The story begins with rookie teacher Mr Hoshi (Satoshi Tsumabuki) deciding that he will confront his students with some real issues of life by bringing a pig into the curriculum. He states clearly at the beginning that when the class graduates, the pig will be sent to the slaughterhouse.

The premise is a departure from Disney, and the story is in fact based on an actual event in a primary school in Osaka. The teacher’s idea is that by rearing a pig for slaughter, students will be forced to confront the idea that their life owes much to the sacrifice of other living things. It’s a big topic, but Mr Hoshi has no idea how big it will get. Mr Hoshi’s objections to naming the pig are soon overruled by his class, and the pig rapidly assumes the status of class mascot.

The kids are initially horrified by the realities of rearing a pig, not least from the need to clean copious amounts of excrement from the super cute pig pen that they build in the school’s playground. Parents object when children come home smelling of the sty.

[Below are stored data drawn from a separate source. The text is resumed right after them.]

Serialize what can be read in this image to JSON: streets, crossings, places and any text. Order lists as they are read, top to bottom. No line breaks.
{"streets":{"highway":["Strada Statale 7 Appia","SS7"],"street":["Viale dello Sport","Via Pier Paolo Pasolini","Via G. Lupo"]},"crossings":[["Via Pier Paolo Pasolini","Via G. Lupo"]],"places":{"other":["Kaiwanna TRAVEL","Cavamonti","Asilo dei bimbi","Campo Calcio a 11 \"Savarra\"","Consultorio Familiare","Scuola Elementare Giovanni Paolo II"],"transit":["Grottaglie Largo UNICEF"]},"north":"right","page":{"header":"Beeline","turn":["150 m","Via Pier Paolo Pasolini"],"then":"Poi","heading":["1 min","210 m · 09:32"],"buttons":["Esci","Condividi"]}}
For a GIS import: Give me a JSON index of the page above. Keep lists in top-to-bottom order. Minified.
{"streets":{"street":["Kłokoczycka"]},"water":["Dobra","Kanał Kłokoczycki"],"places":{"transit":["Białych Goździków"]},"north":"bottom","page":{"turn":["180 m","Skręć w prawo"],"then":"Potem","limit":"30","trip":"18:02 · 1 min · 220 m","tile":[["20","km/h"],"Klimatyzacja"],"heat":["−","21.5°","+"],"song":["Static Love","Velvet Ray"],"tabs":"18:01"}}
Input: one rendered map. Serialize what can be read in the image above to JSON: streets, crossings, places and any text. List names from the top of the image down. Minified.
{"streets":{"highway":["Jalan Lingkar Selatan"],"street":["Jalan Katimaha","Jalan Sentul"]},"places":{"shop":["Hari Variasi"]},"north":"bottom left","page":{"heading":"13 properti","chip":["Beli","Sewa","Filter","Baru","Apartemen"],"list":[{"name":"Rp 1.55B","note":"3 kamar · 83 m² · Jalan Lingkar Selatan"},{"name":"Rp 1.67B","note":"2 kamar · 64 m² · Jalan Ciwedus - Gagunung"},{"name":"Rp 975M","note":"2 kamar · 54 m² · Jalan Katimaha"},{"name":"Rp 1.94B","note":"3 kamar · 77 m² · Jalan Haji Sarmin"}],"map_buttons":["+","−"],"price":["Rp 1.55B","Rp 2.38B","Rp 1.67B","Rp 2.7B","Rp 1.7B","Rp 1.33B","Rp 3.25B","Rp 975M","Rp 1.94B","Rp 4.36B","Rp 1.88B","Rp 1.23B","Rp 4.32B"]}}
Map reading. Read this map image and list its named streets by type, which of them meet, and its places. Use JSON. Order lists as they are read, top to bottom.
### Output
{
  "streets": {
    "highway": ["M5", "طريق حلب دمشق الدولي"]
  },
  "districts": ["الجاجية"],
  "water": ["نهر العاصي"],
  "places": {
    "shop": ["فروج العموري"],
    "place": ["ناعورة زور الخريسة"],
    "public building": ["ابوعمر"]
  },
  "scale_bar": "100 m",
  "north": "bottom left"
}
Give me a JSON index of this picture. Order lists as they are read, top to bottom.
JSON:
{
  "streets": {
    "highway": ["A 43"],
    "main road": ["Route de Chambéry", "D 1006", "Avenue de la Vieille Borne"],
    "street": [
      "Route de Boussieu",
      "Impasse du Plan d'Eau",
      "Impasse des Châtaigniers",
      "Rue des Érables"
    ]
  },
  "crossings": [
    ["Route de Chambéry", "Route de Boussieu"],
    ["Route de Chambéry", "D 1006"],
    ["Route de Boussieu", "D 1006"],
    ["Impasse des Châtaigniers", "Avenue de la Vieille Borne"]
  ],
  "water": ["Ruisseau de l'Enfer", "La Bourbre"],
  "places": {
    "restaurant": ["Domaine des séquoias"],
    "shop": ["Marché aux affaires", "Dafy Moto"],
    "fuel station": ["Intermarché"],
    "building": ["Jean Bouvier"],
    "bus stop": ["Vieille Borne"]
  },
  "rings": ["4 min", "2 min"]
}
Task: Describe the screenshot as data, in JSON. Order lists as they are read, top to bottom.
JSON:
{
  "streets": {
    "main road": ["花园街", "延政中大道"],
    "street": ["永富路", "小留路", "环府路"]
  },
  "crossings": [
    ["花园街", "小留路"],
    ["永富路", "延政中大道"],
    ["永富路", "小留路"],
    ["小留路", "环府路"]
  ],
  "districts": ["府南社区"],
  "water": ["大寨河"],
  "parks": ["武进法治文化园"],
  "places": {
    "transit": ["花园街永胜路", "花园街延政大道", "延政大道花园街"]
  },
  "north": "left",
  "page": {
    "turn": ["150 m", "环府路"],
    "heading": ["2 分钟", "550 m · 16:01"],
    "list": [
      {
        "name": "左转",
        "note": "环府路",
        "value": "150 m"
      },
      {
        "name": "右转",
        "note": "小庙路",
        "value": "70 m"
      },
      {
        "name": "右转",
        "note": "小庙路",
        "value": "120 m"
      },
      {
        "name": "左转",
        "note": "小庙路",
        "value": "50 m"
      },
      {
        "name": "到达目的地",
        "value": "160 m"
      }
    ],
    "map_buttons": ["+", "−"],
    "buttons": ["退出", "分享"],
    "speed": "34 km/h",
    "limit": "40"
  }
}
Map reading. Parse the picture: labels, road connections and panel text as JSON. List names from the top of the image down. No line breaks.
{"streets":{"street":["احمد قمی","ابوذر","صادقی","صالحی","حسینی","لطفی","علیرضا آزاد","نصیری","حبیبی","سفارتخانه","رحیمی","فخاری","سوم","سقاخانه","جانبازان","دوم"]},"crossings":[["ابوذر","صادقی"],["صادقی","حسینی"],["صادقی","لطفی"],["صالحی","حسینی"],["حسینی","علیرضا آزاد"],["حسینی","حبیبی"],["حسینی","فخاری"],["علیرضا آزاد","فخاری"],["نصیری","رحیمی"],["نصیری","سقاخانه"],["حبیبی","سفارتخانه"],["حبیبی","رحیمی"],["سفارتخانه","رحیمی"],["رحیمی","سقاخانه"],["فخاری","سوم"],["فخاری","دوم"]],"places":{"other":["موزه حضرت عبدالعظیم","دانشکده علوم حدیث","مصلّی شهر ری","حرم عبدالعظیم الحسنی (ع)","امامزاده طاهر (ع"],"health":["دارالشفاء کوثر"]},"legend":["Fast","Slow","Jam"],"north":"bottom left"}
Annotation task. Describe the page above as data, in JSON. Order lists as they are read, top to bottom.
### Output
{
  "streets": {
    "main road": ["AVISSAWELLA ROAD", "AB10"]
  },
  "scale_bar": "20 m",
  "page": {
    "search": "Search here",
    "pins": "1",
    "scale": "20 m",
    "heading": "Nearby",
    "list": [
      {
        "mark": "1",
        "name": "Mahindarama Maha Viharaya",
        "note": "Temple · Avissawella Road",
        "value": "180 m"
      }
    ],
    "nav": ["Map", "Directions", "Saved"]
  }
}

Other teachers are less than supportive, and indulge in some “told you so” schadenfreude when Mr Hoshi has to deal with issues like feeding the pig during the summer holidays and the passionate objection of some of his class to dealing with the pig as originally arranged.

FILM NOTES

SCHOOL DAYS WITH A PIG (BUTA GA ITA KYOSHITSU)

DIRECTED BY: TETSU MAEDA

STARRING: SATOSHI TSUMABUKI (MR HOSHI), REN OSUGI (VICE PRINCIPAL NISHINA), TOMOKO TABATA (MS IKEZAWA), SEIJI IKEDA (MR KOWASI), MIEKO HARADA (PRINCIPAL TAKAHARA)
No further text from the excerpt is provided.